The 69th-ranked Janowicz made an improbable run to the final thanks largely to his massive serve, but his main weapon wasn't as effective in the final.
Janowicz, who had previously reached only one career quarterfinal -- in Moscow last month -- is projected to climb to 26th in the rankings.
He was playing in his first final and looking to become the first qualifier to win a Masters title since Albert Portas won in Hamburg 11 years ago. The last qualifier to reach the final in Paris was Radek Stepanek in 2004.
The last player to reach a Masters final on his debut was Harel Levy of Israel in 2000. He lost to Marat Safin in Toronto. Safin also beat Stepanek in the Paris final.
Janowicz plans to take three weeks off and enjoy his winnings of C234, 865.
"For sure some party, for sure some rest, and in few weeks I will already start to prepare myself for the new season," he said. "Beginning of this year my goal was to be top 100 and suddenly I am top 30 in the world, so of course I would like to be as high as possible. ... I would love to be top 10 one day."

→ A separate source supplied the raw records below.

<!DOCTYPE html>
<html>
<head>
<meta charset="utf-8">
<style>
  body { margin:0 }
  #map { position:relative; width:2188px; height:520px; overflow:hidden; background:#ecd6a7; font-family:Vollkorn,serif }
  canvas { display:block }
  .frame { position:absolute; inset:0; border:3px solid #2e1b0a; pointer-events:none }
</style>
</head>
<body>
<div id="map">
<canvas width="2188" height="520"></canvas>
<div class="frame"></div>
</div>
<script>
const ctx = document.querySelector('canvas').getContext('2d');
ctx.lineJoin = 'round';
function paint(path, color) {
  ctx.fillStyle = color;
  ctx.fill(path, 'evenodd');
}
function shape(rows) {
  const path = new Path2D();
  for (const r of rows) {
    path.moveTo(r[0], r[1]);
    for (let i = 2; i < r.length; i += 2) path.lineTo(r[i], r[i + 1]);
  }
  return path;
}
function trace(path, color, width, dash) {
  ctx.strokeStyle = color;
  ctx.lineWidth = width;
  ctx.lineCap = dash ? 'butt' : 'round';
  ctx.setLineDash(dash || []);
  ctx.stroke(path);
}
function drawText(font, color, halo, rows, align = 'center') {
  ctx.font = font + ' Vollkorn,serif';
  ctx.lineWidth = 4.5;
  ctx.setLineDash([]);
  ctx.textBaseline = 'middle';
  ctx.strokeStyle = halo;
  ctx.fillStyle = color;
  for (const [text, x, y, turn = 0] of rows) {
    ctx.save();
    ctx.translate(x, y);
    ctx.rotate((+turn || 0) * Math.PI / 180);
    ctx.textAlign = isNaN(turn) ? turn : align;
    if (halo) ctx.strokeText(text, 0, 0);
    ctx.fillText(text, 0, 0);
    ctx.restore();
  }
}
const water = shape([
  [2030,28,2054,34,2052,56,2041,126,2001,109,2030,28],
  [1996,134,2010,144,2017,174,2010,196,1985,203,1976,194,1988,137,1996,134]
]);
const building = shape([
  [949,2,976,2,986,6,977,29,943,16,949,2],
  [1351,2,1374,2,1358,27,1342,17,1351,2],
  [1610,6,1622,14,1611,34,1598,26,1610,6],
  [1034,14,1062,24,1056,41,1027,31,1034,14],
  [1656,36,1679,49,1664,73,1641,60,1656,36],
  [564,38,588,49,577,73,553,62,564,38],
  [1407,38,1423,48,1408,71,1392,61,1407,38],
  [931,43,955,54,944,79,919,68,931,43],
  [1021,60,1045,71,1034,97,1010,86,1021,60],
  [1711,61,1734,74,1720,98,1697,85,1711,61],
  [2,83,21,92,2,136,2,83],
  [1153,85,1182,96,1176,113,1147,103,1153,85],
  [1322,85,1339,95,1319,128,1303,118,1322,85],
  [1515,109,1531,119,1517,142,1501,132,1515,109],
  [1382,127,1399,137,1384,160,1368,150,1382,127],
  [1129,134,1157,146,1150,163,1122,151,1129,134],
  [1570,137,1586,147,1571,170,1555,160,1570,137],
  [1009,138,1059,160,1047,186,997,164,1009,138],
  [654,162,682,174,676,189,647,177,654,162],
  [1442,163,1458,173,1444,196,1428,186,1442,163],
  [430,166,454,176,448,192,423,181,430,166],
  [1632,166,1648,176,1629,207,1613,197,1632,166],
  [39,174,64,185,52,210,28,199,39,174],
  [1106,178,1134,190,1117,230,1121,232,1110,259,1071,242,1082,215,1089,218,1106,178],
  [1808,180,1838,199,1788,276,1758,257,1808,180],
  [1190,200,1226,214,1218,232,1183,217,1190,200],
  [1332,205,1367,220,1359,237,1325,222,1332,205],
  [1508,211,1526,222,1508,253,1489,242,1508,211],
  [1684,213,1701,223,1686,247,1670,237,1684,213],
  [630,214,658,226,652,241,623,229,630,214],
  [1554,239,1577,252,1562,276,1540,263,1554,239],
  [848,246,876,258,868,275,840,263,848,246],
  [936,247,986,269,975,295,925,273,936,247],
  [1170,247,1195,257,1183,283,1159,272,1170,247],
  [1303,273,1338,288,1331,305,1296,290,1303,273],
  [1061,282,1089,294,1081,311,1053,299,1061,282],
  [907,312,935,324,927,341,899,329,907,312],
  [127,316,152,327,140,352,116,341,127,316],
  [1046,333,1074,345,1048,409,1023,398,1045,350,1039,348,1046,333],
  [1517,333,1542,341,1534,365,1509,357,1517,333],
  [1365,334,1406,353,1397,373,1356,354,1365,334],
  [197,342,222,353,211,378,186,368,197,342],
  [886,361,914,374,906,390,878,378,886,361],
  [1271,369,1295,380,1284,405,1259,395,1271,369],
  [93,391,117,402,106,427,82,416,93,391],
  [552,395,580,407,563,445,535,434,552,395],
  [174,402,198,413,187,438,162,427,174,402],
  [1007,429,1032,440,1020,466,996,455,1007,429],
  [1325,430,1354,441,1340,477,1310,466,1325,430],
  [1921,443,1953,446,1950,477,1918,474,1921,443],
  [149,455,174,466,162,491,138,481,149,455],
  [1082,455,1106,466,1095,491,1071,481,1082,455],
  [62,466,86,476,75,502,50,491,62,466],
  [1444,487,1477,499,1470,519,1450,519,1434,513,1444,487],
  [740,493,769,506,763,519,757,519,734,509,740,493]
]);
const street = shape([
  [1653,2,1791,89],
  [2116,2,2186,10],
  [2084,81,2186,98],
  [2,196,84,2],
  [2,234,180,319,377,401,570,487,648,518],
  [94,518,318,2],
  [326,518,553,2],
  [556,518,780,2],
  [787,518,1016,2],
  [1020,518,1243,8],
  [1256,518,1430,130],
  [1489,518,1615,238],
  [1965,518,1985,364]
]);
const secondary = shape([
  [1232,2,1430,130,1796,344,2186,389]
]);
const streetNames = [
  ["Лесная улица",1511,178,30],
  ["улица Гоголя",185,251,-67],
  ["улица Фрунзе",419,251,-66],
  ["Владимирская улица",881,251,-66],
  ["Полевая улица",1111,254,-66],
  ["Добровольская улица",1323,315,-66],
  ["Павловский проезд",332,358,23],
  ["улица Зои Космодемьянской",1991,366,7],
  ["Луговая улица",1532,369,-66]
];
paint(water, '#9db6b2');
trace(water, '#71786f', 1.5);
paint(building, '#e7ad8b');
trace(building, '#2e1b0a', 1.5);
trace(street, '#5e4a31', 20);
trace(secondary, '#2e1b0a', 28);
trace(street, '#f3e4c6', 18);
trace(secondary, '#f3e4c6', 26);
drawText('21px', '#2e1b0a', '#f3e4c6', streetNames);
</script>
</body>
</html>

In the fourth game of the match, the entertaining Janowicz hit a booming serve of 242 kilometres per hour (150 mph) and drew cheers from the crowd at the Bercy arena when he followed up an extravagant drop shot with a spectacular volley winner.

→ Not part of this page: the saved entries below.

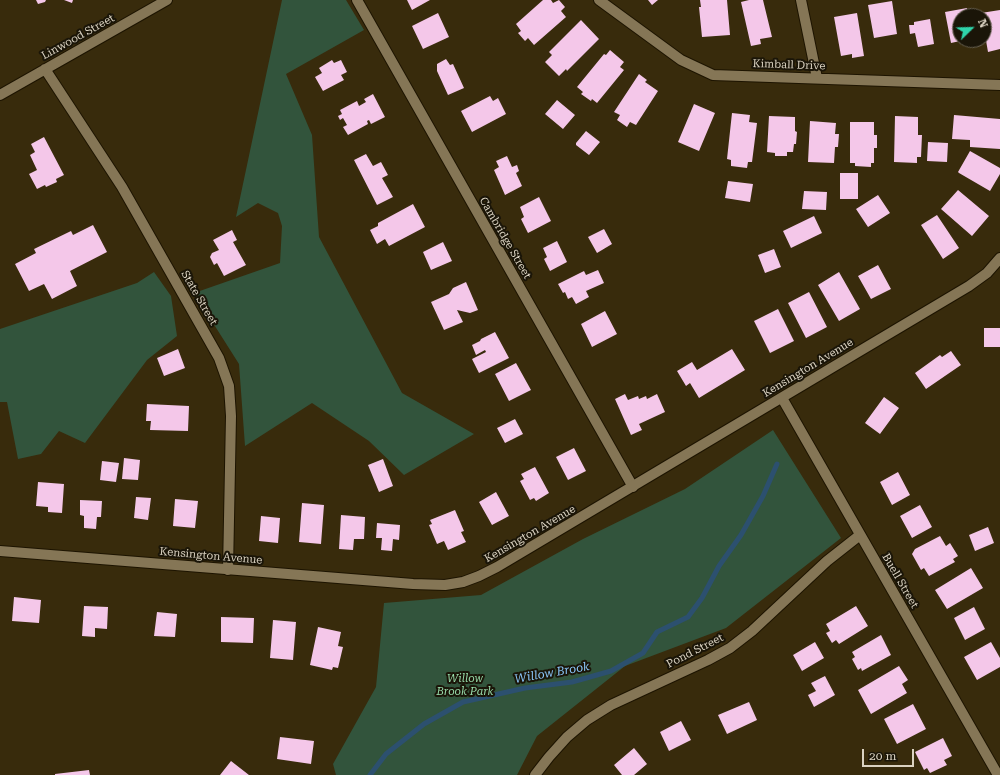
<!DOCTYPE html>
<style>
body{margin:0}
#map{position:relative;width:1000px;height:775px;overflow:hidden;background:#382b0c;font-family:"Roboto Serif",serif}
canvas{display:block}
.north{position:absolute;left:952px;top:8px;width:40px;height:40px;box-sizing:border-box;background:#1a1508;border:1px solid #676152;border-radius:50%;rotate:67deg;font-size:11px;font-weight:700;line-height:16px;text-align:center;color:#dad2c1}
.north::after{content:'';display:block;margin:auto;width:14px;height:18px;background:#2fd4aa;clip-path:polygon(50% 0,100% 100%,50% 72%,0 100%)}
.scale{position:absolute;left:862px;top:749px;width:52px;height:18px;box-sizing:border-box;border:2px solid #dad2c1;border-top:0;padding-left:5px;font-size:12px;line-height:14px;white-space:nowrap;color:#dad2c1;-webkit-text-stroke:3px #1a1508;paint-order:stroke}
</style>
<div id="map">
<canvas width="1000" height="775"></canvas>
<div class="north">N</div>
<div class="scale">20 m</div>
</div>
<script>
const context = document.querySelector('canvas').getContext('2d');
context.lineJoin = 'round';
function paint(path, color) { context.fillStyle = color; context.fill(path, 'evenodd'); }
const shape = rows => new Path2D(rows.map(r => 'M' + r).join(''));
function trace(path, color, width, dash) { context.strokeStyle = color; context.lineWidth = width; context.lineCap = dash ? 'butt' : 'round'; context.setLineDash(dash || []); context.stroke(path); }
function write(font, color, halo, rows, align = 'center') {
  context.font = font + ' "Roboto Serif",serif'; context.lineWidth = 4; context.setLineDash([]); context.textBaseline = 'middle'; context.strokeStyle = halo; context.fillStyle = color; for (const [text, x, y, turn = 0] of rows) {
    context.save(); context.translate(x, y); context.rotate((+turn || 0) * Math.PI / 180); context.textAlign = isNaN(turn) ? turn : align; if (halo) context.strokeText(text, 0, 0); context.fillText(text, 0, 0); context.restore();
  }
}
paint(shape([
 [282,0,346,0,364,30,286,74,312,135,319,237,402,393,474,434,404,475,369,441,312,403,245,446,239,364,194,293,280,263,282,226,278,213,258,203,236,217],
 [154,272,171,296,177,336,147,360,85,443,59,431,41,454,18,459,7,402,0,402,0,329,137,283],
 [773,430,841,538,726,628,625,666,537,736,517,775,336,775,333,764,376,687,384,603,481,595,583,539,685,489]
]), '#32543c');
trace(shape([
 [370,775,386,754,424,724,463,702,525,688,572,682,611,671,643,653,657,632,688,617,702,598,719,566,741,535,763,496,777,464]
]), '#2c506f', 5);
paint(shape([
 [36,0,46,0,45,2,38,4],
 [64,0,73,0,72,3],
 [407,0,430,0,412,10],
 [543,0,551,0,553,3,559,0,565,7,561,11,566,17,534,45,528,38,525,41,518,33,521,31,516,24],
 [648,0,658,0,652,5],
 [700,0,727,0,730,35,702,37,699,7,701,7],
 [749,0,763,0,772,37,760,39,761,44,751,46,741,2],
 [892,1,897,34,874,38,868,5],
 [967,8,968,16,960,16,960,41,951,43,945,12],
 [1000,10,1000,49,988,52,984,29,984,16,981,16,981,13],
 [438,13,449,37,423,49,412,26],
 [857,13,864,56,852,58,852,54,841,56,834,17],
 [930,19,934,44,918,47,915,33,910,34,909,25,914,25,914,22],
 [581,20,599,39,567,71,566,69,559,76,545,62,552,55,549,52],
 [610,50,624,62,620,67,624,70,597,103,592,99,591,101,581,94,583,92,577,87,604,54,606,55],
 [446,59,450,65,453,64,464,88,448,95,437,71,437,64],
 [332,60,334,63,341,60,347,72,341,75,344,80,323,91,315,77,322,73,319,68],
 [639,74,647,80,645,82,658,91,636,125,630,122,627,127,617,120,620,115,614,112],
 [373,94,385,117,371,124,369,120,367,121,368,124,348,135,343,127,347,125,343,118,340,120,338,116,342,114,340,110,357,101,359,106,366,102,364,99],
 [490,96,493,101,498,98,506,114,472,132,461,111],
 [557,100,575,115,563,129,545,114],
 [694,104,715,113,699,151,678,142],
 [732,113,750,115,749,122,757,123,752,162,748,162,747,168,731,166,731,160,727,159],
 [954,115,1000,119,1000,149,970,147,970,140,952,139],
 [769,116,795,117,795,131,797,132,796,144,794,144,793,152,787,152,787,156,775,156,775,153,767,152],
 [895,116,918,117,918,135,922,135,921,157,917,157,917,163,894,162],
 [810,121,836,123,835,134,839,134,838,147,835,147,834,163,808,162],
 [850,122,874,122,874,135,877,135,877,148,874,148,874,163,871,163,871,167,855,166,855,163,850,163],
 [586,131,600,142,589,155,576,145,576,143],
 [44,137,64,175,56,179,57,182,46,187,45,185,37,189,29,174,37,170,30,155,35,152,31,144],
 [928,142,948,143,947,162,927,161],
 [970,151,1000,168,1000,174,990,191,959,173,958,172],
 [366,154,373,166,381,162,388,175,382,178,393,197,377,205,354,160],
 [507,156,512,167,517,165,519,171,516,173,522,186,505,195,494,170,499,167,496,161],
 [840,173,858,173,858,199,840,199],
 [728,181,753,184,750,202,725,198],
 [958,190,989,216,972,236,941,209],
 [804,191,827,192,826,210,802,209],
 [878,195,890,213,868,227,856,209],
 [539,197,551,221,528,233,521,219,524,217,520,207],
 [413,204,425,227,389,246,385,239,377,244,370,230,378,226,378,223],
 [937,215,959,248,943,259,921,225],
 [814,216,822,233,791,248,783,231],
 [93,225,107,252,70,271,77,286,52,299,44,284,29,291,15,264,36,253,34,249,71,231,73,235],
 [604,229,612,244,597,253,588,237],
 [232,230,237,240,233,242,246,265,224,276,217,263,214,265,210,257,212,253,219,250,213,240],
 [557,241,567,262,550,271,544,259,547,257,543,248],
 [443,242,452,261,431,270,423,252],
 [774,249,781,267,765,273,758,255],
 [878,265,891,289,871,299,858,276],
 [598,270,604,283,586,291,589,297,576,304,572,297,568,299,565,292,563,293,558,284,584,271,586,275],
 [839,272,860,309,839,321,818,285],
 [466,282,478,310,470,313,457,310,463,322,444,330,431,302,449,294,453,288],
 [809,292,827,327,806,338,788,303],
 [778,309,794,341,770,353,754,321],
 [605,311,617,334,592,347,581,324],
 [984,328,1000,328,1000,347,984,347],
 [495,332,509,358,479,373,472,359,486,352,485,350,476,355,472,345,480,341,481,339],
 [178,349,185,368,164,376,157,358],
 [732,349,745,370,699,398,690,383,686,386,677,371,692,362,697,370],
 [951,351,961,365,926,389,915,373,940,355,942,357],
 [516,363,531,390,509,401,495,374],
 [625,394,628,400,638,396,639,399,646,396,647,399,657,394,665,412,639,424,642,430,631,435,615,399],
 [884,397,899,408,880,434,865,423],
 [147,404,189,406,188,431,150,430,151,421,146,421],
 [515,419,523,434,505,443,497,428],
 [574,448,586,471,568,480,556,457],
 [124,458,140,460,138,480,122,479],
 [383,459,393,486,379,492,368,465],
 [102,461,119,463,116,482,100,480],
 [535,467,549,493,536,501,534,498,530,500,520,481,524,479,521,474],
 [898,472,910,495,892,505,880,482],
 [38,482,64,484,62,513,48,512,48,507,36,506],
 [496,492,509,516,492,525,479,502],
 [136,497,151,498,148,520,134,518],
 [175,499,198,501,195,528,173,526],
 [80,500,102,501,101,517,97,517,96,529,84,528,84,516,80,515],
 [302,503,324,505,321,544,299,542],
 [920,505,932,527,912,538,900,516],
 [455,510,464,531,461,532,466,542,448,550,444,541,437,544,429,525,432,524,430,520],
 [341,515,365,517,364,539,354,539,353,550,339,549],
 [261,516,280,518,278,543,259,541],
 [377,523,400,525,399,540,393,539,392,551,381,550,382,538,376,538],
 [988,527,994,543,975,551,969,535],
 [940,536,946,546,950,543,958,556,953,559,955,562,929,576,924,568,921,570,912,554,915,549],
 [971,568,983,588,947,609,935,590],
 [14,597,41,600,39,623,12,621],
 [84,606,108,607,107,629,95,628,95,637,82,636],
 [856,606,868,626,839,644,836,640,832,643,826,633,830,631,826,624],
 [974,607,985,629,965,640,954,618],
 [157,612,177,614,175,637,154,636],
 [221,617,254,618,253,643,221,642],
 [273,620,296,622,293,660,270,658],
 [318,627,341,632,338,646,343,647,338,668,333,667,332,670,310,665],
 [881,635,891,655,862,671,861,668,858,670,852,659,855,657,852,652],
 [815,642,824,658,802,671,793,655],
 [991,642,1000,658,1000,667,977,680,964,657],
 [899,666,908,680,902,684,907,693,871,714,858,690],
 [825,676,835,695,814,707,808,695,816,691,811,683],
 [749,702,757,720,727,734,718,715],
 [913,704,926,729,897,744,884,719],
 [681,721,691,740,669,751,660,732],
 [280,737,314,741,311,764,277,759],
 [943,738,952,756,944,760,947,765,930,773,927,768,924,770,915,752],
 [634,748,647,764,634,775,622,775,614,765],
 [231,761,249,775,220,775],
 [89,770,90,775,55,775,55,774]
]), '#f4c7e9');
const street = shape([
 [357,0,633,487],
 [599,0,681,60,713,75,1000,85],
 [801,0,817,78],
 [45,69,122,187,219,358,229,386,231,416,228,570],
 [0,95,167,0],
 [782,398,998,775],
 [535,775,549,757,567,737,587,720,611,705,708,660,730,648,752,631,827,561,860,535]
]);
const secondary = shape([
 [0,551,413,584,445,585,463,582,479,576,497,567,969,286,987,273,1000,258]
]);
trace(street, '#1d1400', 12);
trace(secondary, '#1d1400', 12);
trace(street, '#857656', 10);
trace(secondary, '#857656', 10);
write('11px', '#dad2c1', '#1a1508', [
 ["Linwood Street",78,37,-29],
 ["Kimball Drive",789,65,2],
 ["Cambridge Street",505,238,60],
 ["State Street",199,298,60],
 ["Kensington Avenue",808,368,-31],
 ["Kensington Avenue",530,534,-30],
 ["Kensington Avenue",211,556,5],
 ["Buell Street",900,581,60],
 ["Pond Street",695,651,-27]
]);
write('italic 11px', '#98dcab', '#1a1508', [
 ["Willow",465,679],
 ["Brook Park",465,692]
]);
write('italic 12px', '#8ac5f9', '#1a1508', [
 ["Willow Brook",552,673,-10]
]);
</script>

Ferrer was briefly troubled in the ninth game when Janowicz forced the first break point of the match, but the Pole wasted it after hitting an unforced error into net.
In the next game, Janowicz saved one break point with an ace, before gifting Ferrer another chance with a double-fault. Ferrer converted it when Janowicz's loose forehand went long.
Janowicz started the second set brightly and broke Ferrer in the third game. The Spaniard's forehand was called in and Janowicz challenged it, drawing a huge roar when the big screen showed it landing out and prompting a beaming smile from the Pole.
Ferrer broke back in the next game for 2-2, saved two break points in the next and then broke Janowicz again to take control at 4-2.